[Stored data]
-------

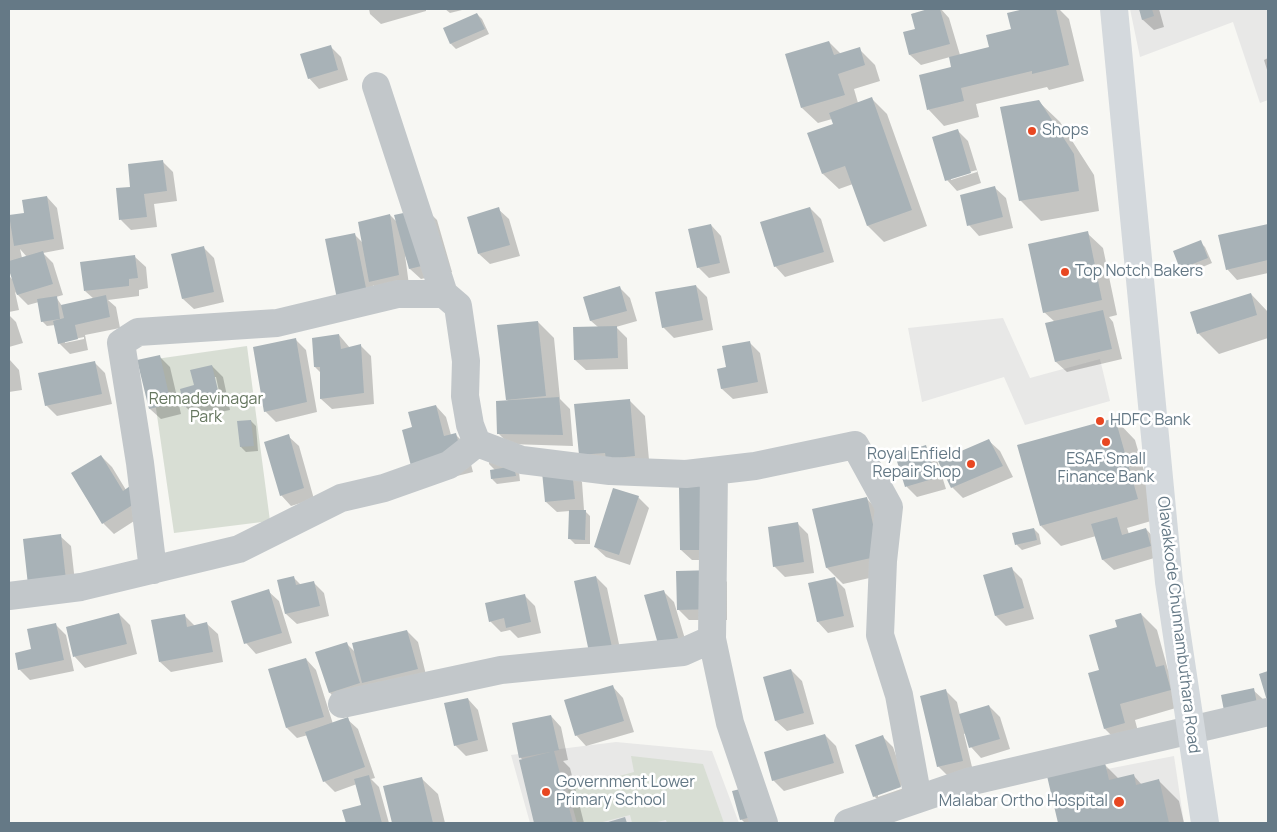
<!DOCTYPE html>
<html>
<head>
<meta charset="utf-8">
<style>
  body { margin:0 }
  #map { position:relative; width:1277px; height:832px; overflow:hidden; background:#f7f7f3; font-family:Manrope,sans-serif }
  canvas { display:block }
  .frame { position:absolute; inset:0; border:10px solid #657986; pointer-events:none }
</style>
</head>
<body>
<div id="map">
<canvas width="1277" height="832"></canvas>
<div class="frame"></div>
</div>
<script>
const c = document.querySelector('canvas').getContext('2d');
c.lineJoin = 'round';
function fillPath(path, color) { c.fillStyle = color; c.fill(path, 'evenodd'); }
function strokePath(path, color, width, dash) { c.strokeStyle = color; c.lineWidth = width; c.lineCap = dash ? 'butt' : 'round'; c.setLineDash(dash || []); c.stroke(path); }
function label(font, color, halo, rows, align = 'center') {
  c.font = font + ' Manrope,sans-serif'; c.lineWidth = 5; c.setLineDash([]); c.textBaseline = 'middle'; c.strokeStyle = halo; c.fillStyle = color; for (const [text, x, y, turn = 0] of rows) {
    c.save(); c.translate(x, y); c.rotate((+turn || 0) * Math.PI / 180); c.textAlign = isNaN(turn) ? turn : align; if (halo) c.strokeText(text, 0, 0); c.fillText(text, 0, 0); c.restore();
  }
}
fillPath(new Path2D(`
  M1130,9h138v91l-8,3 -27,-81 -93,35z
  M1003,318l27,60 70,-19 10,42 -85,24 -21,-48 -82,25 -14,-74z
  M616,742l96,9 27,72h-209l-19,-68z
  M1174,756l10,67h-122l-11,-43z`), '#e8e8e7');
fillPath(new Path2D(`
  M247,346l23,175 -96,12 -25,-173z
  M631,756l72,8 21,59h-57l-1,-3 -13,3h-21l-2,-8 -31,8h-22l-9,-33 66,-18z`), '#d8ded4');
fillPath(new Path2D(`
  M369,9h57v2l-45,13 -11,-10z
  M445,9h21l-16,4z
  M932,9h9l8,9 11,37 30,-7 22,-18 -4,-16 21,-5h30l10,10 15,62 -35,9 -2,-3 -71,17 3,13 -35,9 -15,-16 -9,-34 33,-8 -3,-11 -29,8 -11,-10 -6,-22 13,-3 -5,-16z
  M1140,9h19l5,18 -10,3 -11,-10z
  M477,14l5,5 7,15 -33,15 -5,-5 -6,-15z
  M829,42l12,12 18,-5 16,16 5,16 -26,8 4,14 13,-5 16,16 40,112 -43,16 -16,-16 -15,-42 -14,5 -16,-15 11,-50 -2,-5 -14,4 -16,-15z
  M330,46l11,11 7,23 -29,9 -10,-11z
  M1268,58v15l-4,-13z
  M1039,102l21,20 34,53 5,36 -58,10 -21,-21z
  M957,130l11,11 13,42 -24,8 -10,-11zM977,170v2l-26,8v-3z
  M162,161l11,11 4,29 -23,3 3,23 -26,3 -10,-10 11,-32z
  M995,188l11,10 7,30 -34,8 -10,-11z
  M47,197l10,11 7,41 -21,4 10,10 10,32 -7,2 6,9 32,-7 -9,-8 50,-34 11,10 2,21 -9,2v6l-31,4 8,7 4,21 -35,7 3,15 -18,4 -11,-11 -4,-18 -8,1 -5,-5 -3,-19 -11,3 -13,-13 4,18 -10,2v-36l4,4 -4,-14v-47l2,2 14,-7zM20,249l7,8 -5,1zM84,337v2l-19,4v-2z
  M810,208l11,11 13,43 -49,15 -10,-11z
  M426,209l11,11 15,52 -31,7 -11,-10 -5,-14 4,30 -29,7 -7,-7 4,18 -28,6 5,-75 9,9 27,-28 8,8z
  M498,209l11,10 11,37 -30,8 -11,-10z
  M711,225l10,11 9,37 -21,5 -11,-11z
  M1268,225v48l-31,7 -10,-11 -8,-33z
  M1087,233l16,15 14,67 -8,2 4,5 9,37 -55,13 -11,-10 -1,-40 -11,-10z
  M1200,242l5,5 7,16 -26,11 -5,-6 -6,-16z
  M203,247l11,11 10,44 -30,7 -11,-10z
  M696,286l11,11 6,33 -39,8 -11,-11z
  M619,287l11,11 7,23 -21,6 11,11 1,31 -42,1 -11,-10 23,-33 -7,-6 -7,-24z
  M1251,294l17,18v26l-49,16 -21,-21z
  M9,315l7,7 7,21 -14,4z
  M538,322l16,16 6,61 10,10 3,37 -64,-2 -11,-11 11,-31 -2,-2z
  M339,335l11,13 11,-2 10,10 3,48 -42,5 -11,-10v-26l-6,-6z
  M295,339l11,11 11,62 -41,10 -11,-11z
  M749,342l11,11 8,40 -35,6 -11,-10 6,-21z
  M159,356l11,11 11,47 -20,5 -11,-10 -11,-48z
  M9,359l10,11 3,20 -13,2z
  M94,362l11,11 7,31 -55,12 -11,-11z
  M212,366l11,11 7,33 -34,7 -11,-11 10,-20zM214,377h2l6,28 -2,1z
  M629,400l16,16 5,55 -70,-16z
  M436,406l10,11 5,18 4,-1 11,11 7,27 -48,12 -12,-56z
  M1115,419l20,21 23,79 -31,9 2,6 17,-5 10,11 5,16 -47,14 -11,-10 -7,-24 -35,10 -20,-20z
  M251,421l5,5 2,25 -12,1 -5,-5z
  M288,436l11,10 15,53 -23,7 -10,-11z
  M989,441l11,10 13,26 -50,21 -11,-11z
  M925,447l11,10 10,32 -29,8 -10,-10 -10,-31z
  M490,452l29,20 1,9 -23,3 -5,-5 3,-9 -6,-6z
  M101,456l11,11 14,23 22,22 -34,22 -11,-11z
  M572,471l10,11 2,28 6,6v28h-15l-5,-5v-28l-13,1 -11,-10z
  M680,487l44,73h-32l-11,-10z
  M638,497l11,11 -19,57 -24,-8 -11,-10z
  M866,498l16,16 14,58 -53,12 -16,-16 -13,-58z
  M798,524l10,10 6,39 -29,4 -11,-11z
  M1034,529l5,5 2,10 -19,6 -5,-5 -3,-11z
  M60,536l11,10 5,45 -36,4z
  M1012,569l10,10 12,40 -28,7 -10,-10z
  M716,571l11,11v38h-38l-11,-11z
  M293,577l8,8 12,-3 11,11 5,23 -32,8 -11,-10z
  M596,577l11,11 15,70 -21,4z
  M834,578l11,11 9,38 -26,6 -10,-11 -9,-38z
  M268,591l11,10 13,42 -36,11 -10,-11z
  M663,591l11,11 14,47 -18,5z
  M524,595l11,11 6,27 -23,5 -8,-8 -9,2 -11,-11z
  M119,614l11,11 7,29 -52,14 -10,-11 -8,-30z
  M1141,614l16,16 11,40 12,12 6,23 -51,15 5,19 -19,6 -16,-16 -5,-59 18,-42z
  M184,615l11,11 12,-2 11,10 5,28 -52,10 -11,-10z
  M55,624l11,11 8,36 -44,9 -11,-11z
  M407,631l11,11 9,37 -87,24 -10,-10 16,-50 10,10z
  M306,659l10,11 17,54 14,-5 11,10 17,49 -4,1 8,8 10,36h-42l-3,-12 18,-5 -5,-22 -22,8 -11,-11 -16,-46 -11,3 -10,-10z
  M791,670l11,11 12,43 -27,7 -11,-10z
  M613,687l10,11 11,34 -48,14 -10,-11z
  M1253,690l11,10 -27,26z
  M946,691l11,11 3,13 29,-9 11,11 10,32 -29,9 -10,-11 -5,-14 -2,1 9,37 -24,6 -11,-11z
  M468,699l10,11 10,41 -22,5 -11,-11z
  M551,716l10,11 7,33 -5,1 7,7 14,55h-48l-16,-62 3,-1 -3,-3z
  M825,735l11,11 8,27 -60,18 -11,-11z
  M882,736l11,11 13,37 -28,10v3l29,-10 -22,20 -11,-11z
  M1104,764l15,15 15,-3 8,9 17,-4 20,20 5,22h-124l-11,-46z
  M422,779l16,15 7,29h-52l-9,-36z
  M752,787l-2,36h-5l-4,-4z`), '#0003');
fillPath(new Path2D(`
  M928,9h12l10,35 -41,11 -6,-23 12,-3 -4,-15z
  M1024,9h32l13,56 -37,9v-3l-71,17 3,13 -37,9 -8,-35 32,-8 -2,-10 40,-10 -3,-12 25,-6 -4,-16z
  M1139,9h13l2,7 -12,4z
  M477,13l8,16 -35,15 -7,-16z
  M829,41l5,14 26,-8 5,18 -27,9 7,21 -44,13 -16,-54z
  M331,45l7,25 -30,9 -8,-25z
  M872,97l40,113 -45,16 -22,-60 -23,8 -15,-41 26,-9 -4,-11z
  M1039,100l35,54 5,37 -60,10 -19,-94z
  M958,129l13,44 -26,8 -13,-44z
  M163,160l4,31 -23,3 3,23 -28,3 -3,-32 14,-1 -2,-23z
  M995,186l8,31 -36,9 -7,-31z
  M47,196l7,43 -40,7 -5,-31 15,-2 -2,-13z
  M499,207l11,38 -32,9 -11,-37z
  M810,207l14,45 -50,15 -14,-45z
  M427,208l16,53 -34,8 -15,-54z
  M390,214l9,61 -30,7 -11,-60z
  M711,224l9,39 -23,5 -9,-39z
  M1268,224v36l-42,10 -8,-35z
  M1088,231l14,69 -59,13 -15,-69z
  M355,233l12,60 -30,6 -12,-60z
  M1201,240l7,18 -28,11 -7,-18z
  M204,246l10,46 -32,7 -11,-45z
  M43,251l10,33 -36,11 -8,-25v-9z
  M135,255l3,23 -9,1v7l-45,5 -4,-29z
  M696,285l7,35 -41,8 -7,-36z
  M620,286l7,25 -37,10 -7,-24z
  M1251,293l6,22 -60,19 -7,-22z
  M106,295l4,22 -35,8 3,14 -20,5 -5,-23 11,-3 -3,-13z
  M57,296l3,23 -19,3 -4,-23z
  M1103,310l9,39 -57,13 -10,-39z
  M538,321l8,75 -40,4 -9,-75z
  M617,326l1,32 -44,2 -1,-33z
  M339,334l2,15 20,-5 3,49 -44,6v-32h-6l-2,-29z
  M296,338l11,64 -43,10 -11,-65z
  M750,341l8,41 -37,7 -4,-20 9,-2 -4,-21z
  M160,355l11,49 -22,5 -12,-49z
  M95,361l7,33 -57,12 -7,-33z
  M212,365l8,34 -36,8 -4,-18 14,-4 -4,-15z
  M559,397l4,38 -66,-1 -1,-33z
  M630,399l5,57 -29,3 -1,-6 -26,2 -5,-51z
  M436,405l8,31 12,-3 7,28 -50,13 -11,-44 10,-3 -4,-15z
  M1115,418l23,81 -98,27 -23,-81z
  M251,420l3,26 -14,1 -3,-26z
  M289,434l15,54 -24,8 -16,-54z
  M989,439l14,27 -52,22 -13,-27z
  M926,445l10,33 -31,9 -10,-32z
  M101,455l22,36 7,-5 9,15 -37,23 -31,-51z
  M514,466l2,10 -25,3 -1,-9z
  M572,470l3,29 -30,3 -3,-30z
  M679,486h34l1,64h-34z
  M613,488l26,8 -20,59 -25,-8z
  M867,497l13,59 -54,12 -14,-59z
  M569,510h17l-1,30 -17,-1z
  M1117,517l5,18 24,-7 5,18 -49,14 -11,-36z
  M798,522l6,40 -31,5 -5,-40z
  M1034,528l3,12 -22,5 -3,-12z
  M61,534l5,46 -38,5 -5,-46z
  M1012,567l12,41 -29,8 -12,-41z
  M716,570l1,39 -40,1 -1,-39z
  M294,576l2,9 18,-4 6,25 -35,8 -8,-34z
  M596,576l16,71 -23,5 -15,-71z
  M835,577l9,39 -27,6 -9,-39z
  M269,589l13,44 -38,11 -13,-43z
  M664,590l14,48 -20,6 -14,-49z
  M525,594l6,28 -25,6 -2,-10 -15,4 -4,-19z
  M119,613l8,31 -54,13 -7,-30z
  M1141,613l15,54 8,-2 7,25 -51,14 5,19 -21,6 -16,-56 11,-3 -10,-35 28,-8 -2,-7z
  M185,614l2,13 20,-5 6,30 -54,10 -8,-42z
  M56,623l8,37 -46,10 -3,-17 16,-4 -4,-20z
  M407,630l11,39 -56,14 -10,-40z
  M347,642l13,41 -31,10 -14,-41z
  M306,658l18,59 -38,11 -18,-59z
  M791,669l13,44 -29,8 -12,-44z
  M1268,671v33l-9,-30z
  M613,685l11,36 -49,15 -11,-36z
  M1254,688l4,21 -33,7 -4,-21z
  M946,689l17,72 -26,6 -17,-71z
  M468,698l10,42 -24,6 -10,-43z
  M989,705l11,34 -31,9 -10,-34z
  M551,715l8,35 -5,1 19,72h-39l-15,-63 31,-8 -31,6 -7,-35z
  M348,717l17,50 -42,15 -18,-50z
  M825,734l9,29 -62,18 -8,-29z
  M883,735l18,52 -28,10 -18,-52z
  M1105,763l4,17 25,-6 2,11 23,-6 10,44h-111l-11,-47z
  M369,775l13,48h-36l-4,-13 19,-5 -7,-26z
  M422,777l11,46h-41l-9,-37z
  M752,786l7,29 -19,5 -8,-29z
  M625,817l2,6h-22z`), '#a8b2b7');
strokePath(new Path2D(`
  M376,86l68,208
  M477,443l45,17 88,11 76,3 69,-8 100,-21 34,62 -6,54 -3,74 19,60 19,104
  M714,471l-2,168 18,84 34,100
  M9,596l72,-9 158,-38 102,-51 43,-10 65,-23 28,-22 -7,-18 -5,-29 1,-35 -8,-55 -14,-12h-46l-121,29 -139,9 -17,11 19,120 13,107
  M342,704l159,-34 182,-18 29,-13
  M848,823l120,-41 300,-70`), '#c2c7ca', 28);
strokePath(new Path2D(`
  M1114,9l55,573 36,241`), '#d4d9dd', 28);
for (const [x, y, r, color] of [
  [1032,131,5,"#e84722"],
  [1065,272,5,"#e84722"],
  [1100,421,5,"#e84722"],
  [1106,442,5,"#e84722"],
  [971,464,5,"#e84722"],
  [546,792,5,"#e84722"],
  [1119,802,6,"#e84722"]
]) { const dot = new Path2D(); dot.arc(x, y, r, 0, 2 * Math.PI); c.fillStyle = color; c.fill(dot); strokePath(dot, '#fff', 2); }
label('16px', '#657986', '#fff', [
  ["Shops",1042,131],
  ["Top Notch Bakers",1075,272],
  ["HDFC Bank",1110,421],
  ["Royal Enfield",961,455,"right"],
  ["Repair Shop",961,473,"right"],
  ["ESAF Small",1106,460,"center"],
  ["Finance Bank",1106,478,"center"],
  ["Government Lower",556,783],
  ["Primary School",556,801],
  ["Malabar Ortho Hospital",1108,802,"right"]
], 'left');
label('16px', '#667760', '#fff', [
  ["Remadevinagar",206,400],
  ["Park",206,418]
]);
label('16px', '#657986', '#fff', [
  ["Olavakkode Chunnambuthara Road",1178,625,83]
]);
</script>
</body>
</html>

-------

## PROBLEM STATEMENT
Scan the entries for the word "turn". Report each line that has it.

## ANSWER FOR THIS EXERCISE
  c.font = font + ' Manrope,sans-serif'; c.lineWidth = 5; c.setLineDash([]); c.textBaseline = 'middle'; c.strokeStyle = halo; c.fillStyle = color; for (const [text, x, y, turn = 0] of rows) {
    c.save(); c.translate(x, y); c.rotate((+turn || 0) * Math.PI / 180); c.textAlign = isNaN(turn) ? turn : align; if (halo) c.strokeText(text, 0, 0); c.fillText(text, 0, 0); c.restore();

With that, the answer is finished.